# Aim of the task
Print every line below exactly. Skip the pictures.

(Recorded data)
= = =

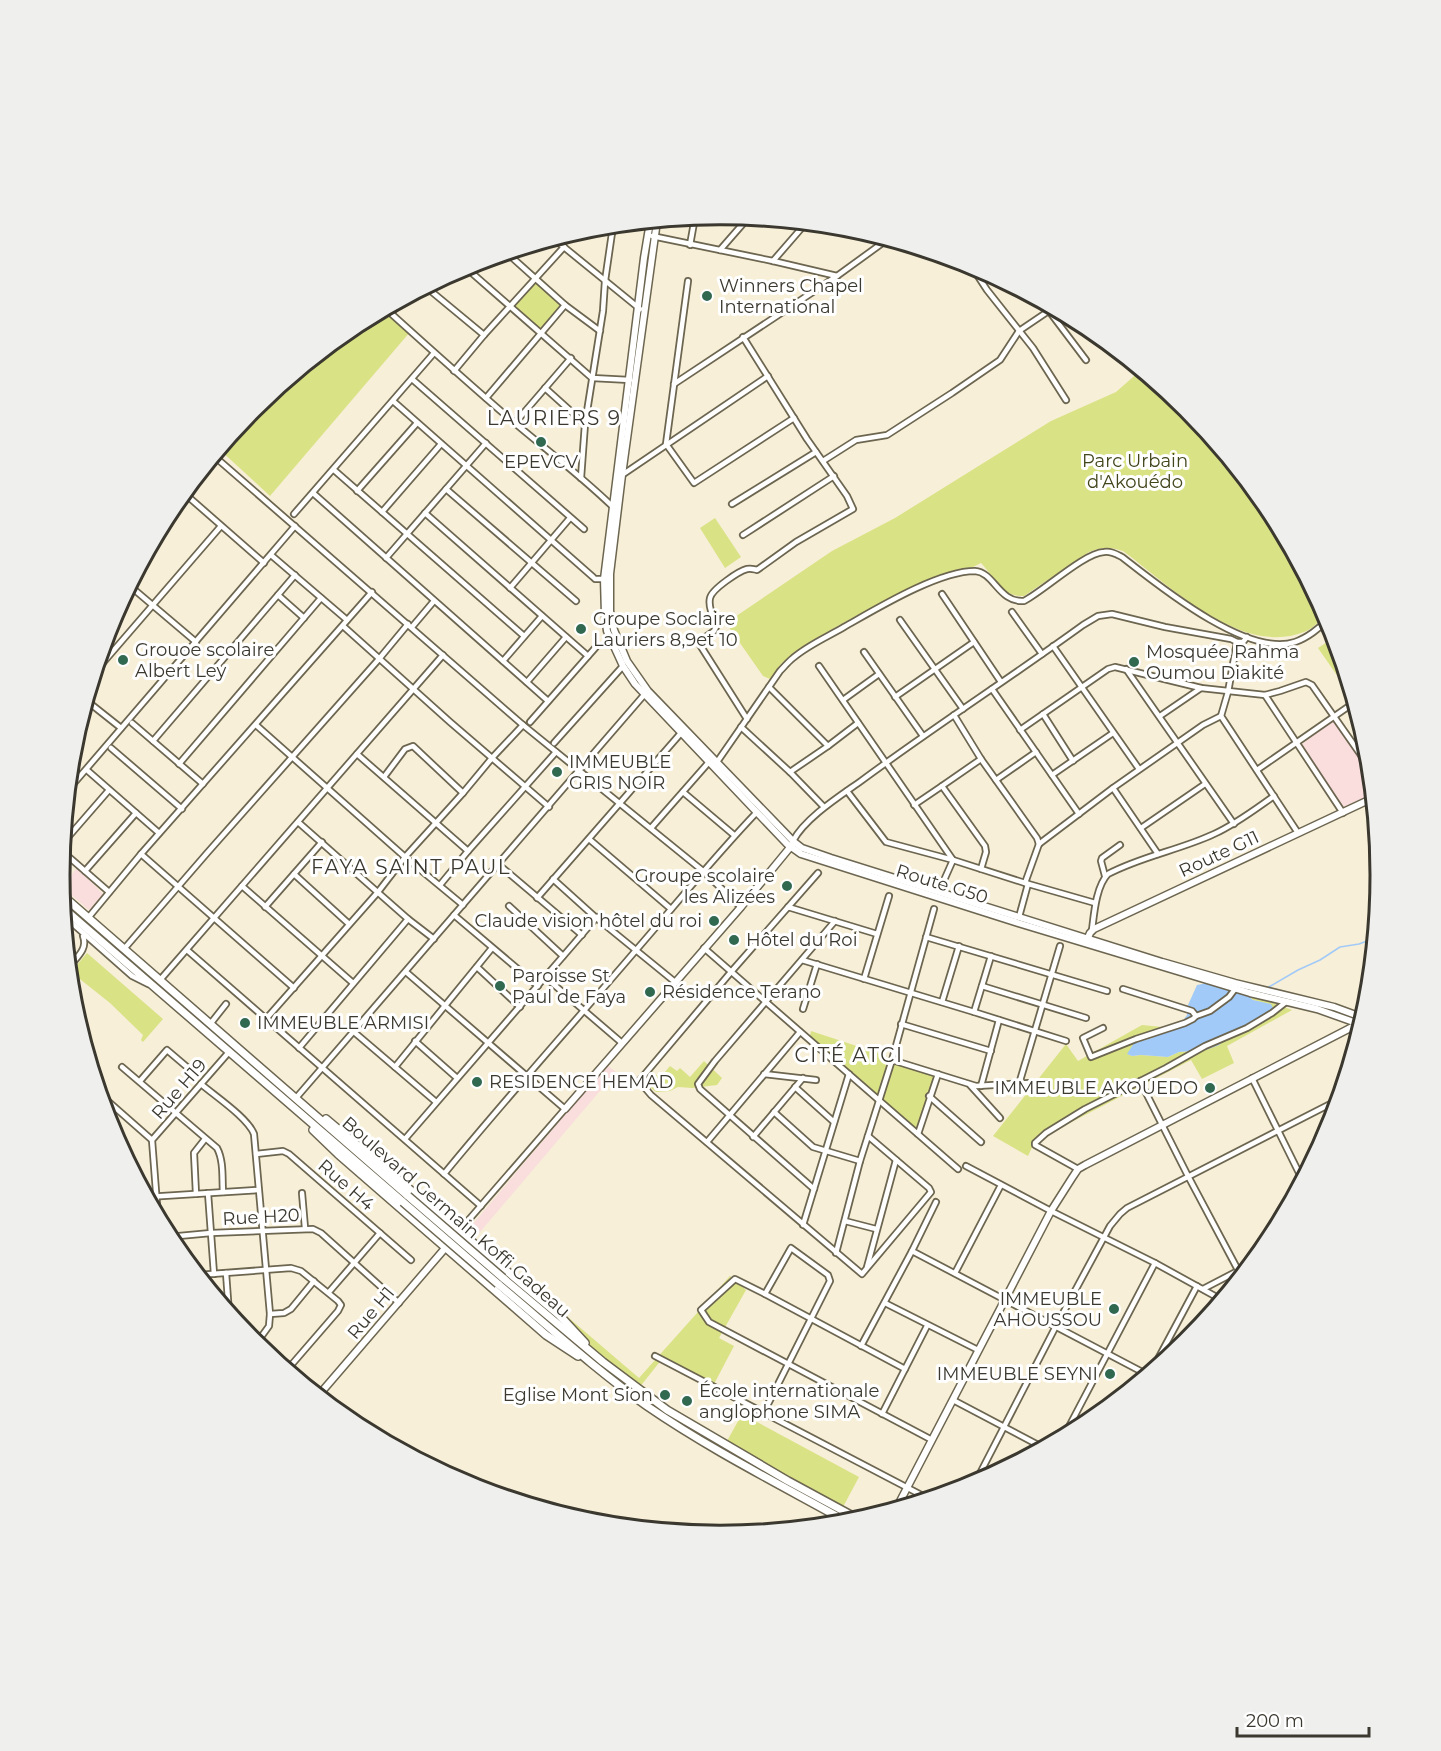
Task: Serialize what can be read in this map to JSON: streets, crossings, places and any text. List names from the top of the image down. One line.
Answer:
{"streets":{"main road":["Boulevard Germain Koffi Gadeau"],"street":["Route G11","Route G50","Rue H19","Rue H4","Rue H20","Rue H1"]},"crossings":[["Rue H19","Boulevard Germain Koffi Gadeau"],["Rue H20","Rue H1"]],"districts":["LAURIERS 9","FAYA SAINT PAUL","CITÉ ATCI"],"parks":["Parc Urbain d'Akouédo"],"places":["Winners Chapel International","EPEVCV","Groupe Soclaire Lauriers 8,9et 10","Grouoe scolaire Albert Ley","Mosquée Rahma Oumou Diakité","IMMEUBLE GRIS NOIR","Groupe scolaire les Alizées","Claude vision hôtel du roi","Hôtel du Roi","Paroisse St Paul de Faya","Résidence Terano","IMMEUBLE ARMISI","RESIDENCE HEMAD","IMMEUBLE AKOUEDO","IMMEUBLE AHOUSSOU","IMMEUBLE SEYNI","Eglise Mont Sion","École internationale anglophone SIMA"],"scale_bar":"200 m"}
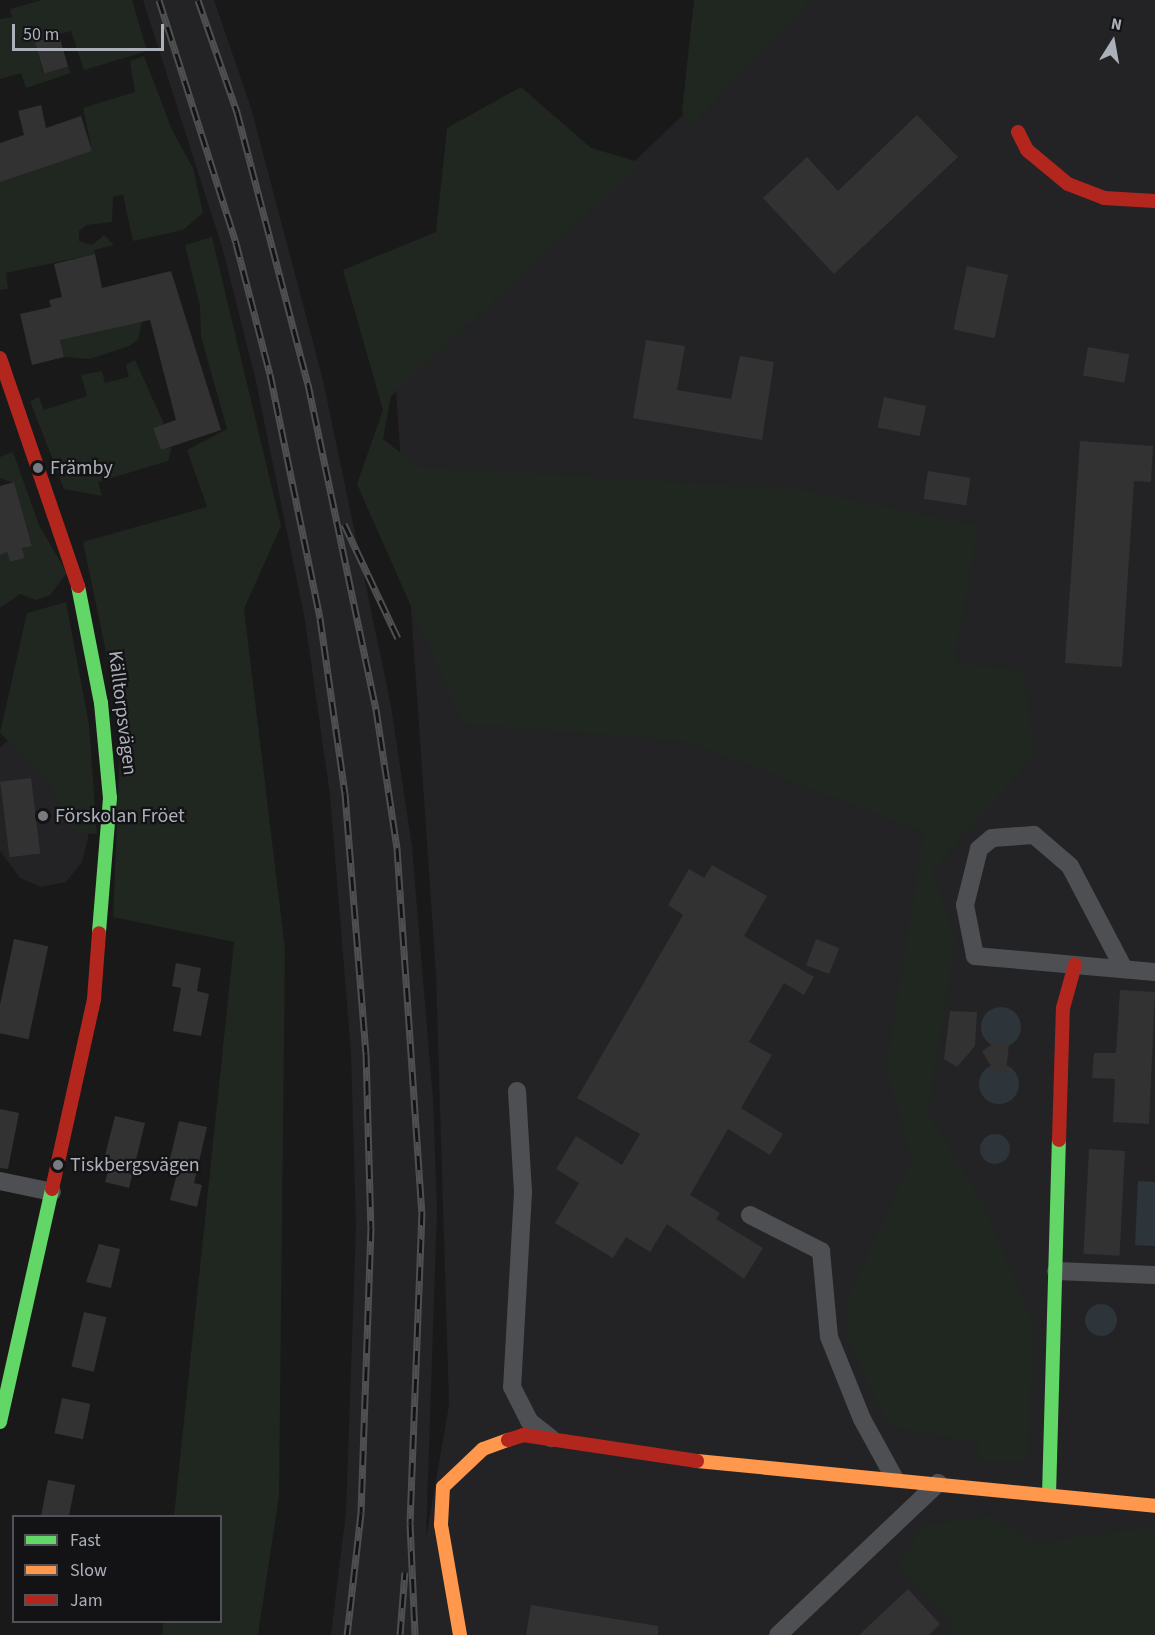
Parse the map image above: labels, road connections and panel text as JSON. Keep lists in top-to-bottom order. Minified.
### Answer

= = =

# Exercise result
Task: Serialize what can be read in this map to JSON: streets, crossings, places and any text. List names from the top of the image down. One line.
Answer:
{"streets":{"main road":["Boulevard Germain Koffi Gadeau"],"street":["Route G11","Route G50","Rue H19","Rue H4","Rue H20","Rue H1"]},"crossings":[["Rue H19","Boulevard Germain Koffi Gadeau"],["Rue H20","Rue H1"]],"districts":["LAURIERS 9","FAYA SAINT PAUL","CITÉ ATCI"],"parks":["Parc Urbain d'Akouédo"],"places":["Winners Chapel International","EPEVCV","Groupe Soclaire Lauriers 8,9et 10","Grouoe scolaire Albert Ley","Mosquée Rahma Oumou Diakité","IMMEUBLE GRIS NOIR","Groupe scolaire les Alizées","Claude vision hôtel du roi","Hôtel du Roi","Paroisse St Paul de Faya","Résidence Terano","IMMEUBLE ARMISI","RESIDENCE HEMAD","IMMEUBLE AKOUEDO","IMMEUBLE AHOUSSOU","IMMEUBLE SEYNI","Eglise Mont Sion","École internationale anglophone SIMA"],"scale_bar":"200 m"}
Parse the map image above: labels, road connections and panel text as JSON. Keep lists in top-to-bottom order. Minified.
### Answer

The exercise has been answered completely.